Directions:
Collect every line in the records below that contains the word "lists".

Data records:
==========

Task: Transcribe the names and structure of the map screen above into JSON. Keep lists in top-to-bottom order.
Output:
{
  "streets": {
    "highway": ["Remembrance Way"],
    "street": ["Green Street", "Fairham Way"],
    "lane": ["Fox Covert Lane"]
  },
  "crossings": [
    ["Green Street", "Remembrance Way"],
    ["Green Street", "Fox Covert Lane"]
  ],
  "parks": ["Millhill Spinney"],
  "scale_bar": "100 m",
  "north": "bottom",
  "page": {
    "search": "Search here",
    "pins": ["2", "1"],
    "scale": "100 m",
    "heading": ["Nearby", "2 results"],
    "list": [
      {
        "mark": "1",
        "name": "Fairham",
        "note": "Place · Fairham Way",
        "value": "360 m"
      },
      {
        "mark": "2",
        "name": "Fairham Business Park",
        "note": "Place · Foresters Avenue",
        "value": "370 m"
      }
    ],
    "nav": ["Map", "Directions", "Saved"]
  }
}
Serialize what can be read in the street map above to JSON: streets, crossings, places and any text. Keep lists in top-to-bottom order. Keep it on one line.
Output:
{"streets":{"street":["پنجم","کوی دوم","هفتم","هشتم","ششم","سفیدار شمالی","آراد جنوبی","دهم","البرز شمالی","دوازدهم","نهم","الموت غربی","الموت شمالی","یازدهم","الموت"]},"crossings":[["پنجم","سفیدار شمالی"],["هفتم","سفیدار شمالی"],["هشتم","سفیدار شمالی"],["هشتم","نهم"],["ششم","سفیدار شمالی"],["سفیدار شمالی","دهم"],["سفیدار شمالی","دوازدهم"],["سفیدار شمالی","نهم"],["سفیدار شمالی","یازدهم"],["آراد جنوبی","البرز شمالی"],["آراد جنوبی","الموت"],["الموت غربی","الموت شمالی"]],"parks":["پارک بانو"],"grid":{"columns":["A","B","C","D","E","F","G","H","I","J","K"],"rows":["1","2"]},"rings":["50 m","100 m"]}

==========

Result for this task:
Task: Transcribe the names and structure of the map screen above into JSON. Keep lists in top-to-bottom order.
Serialize what can be read in the street map above to JSON: streets, crossings, places and any text. Keep lists in top-to-bottom order. Keep it on one line.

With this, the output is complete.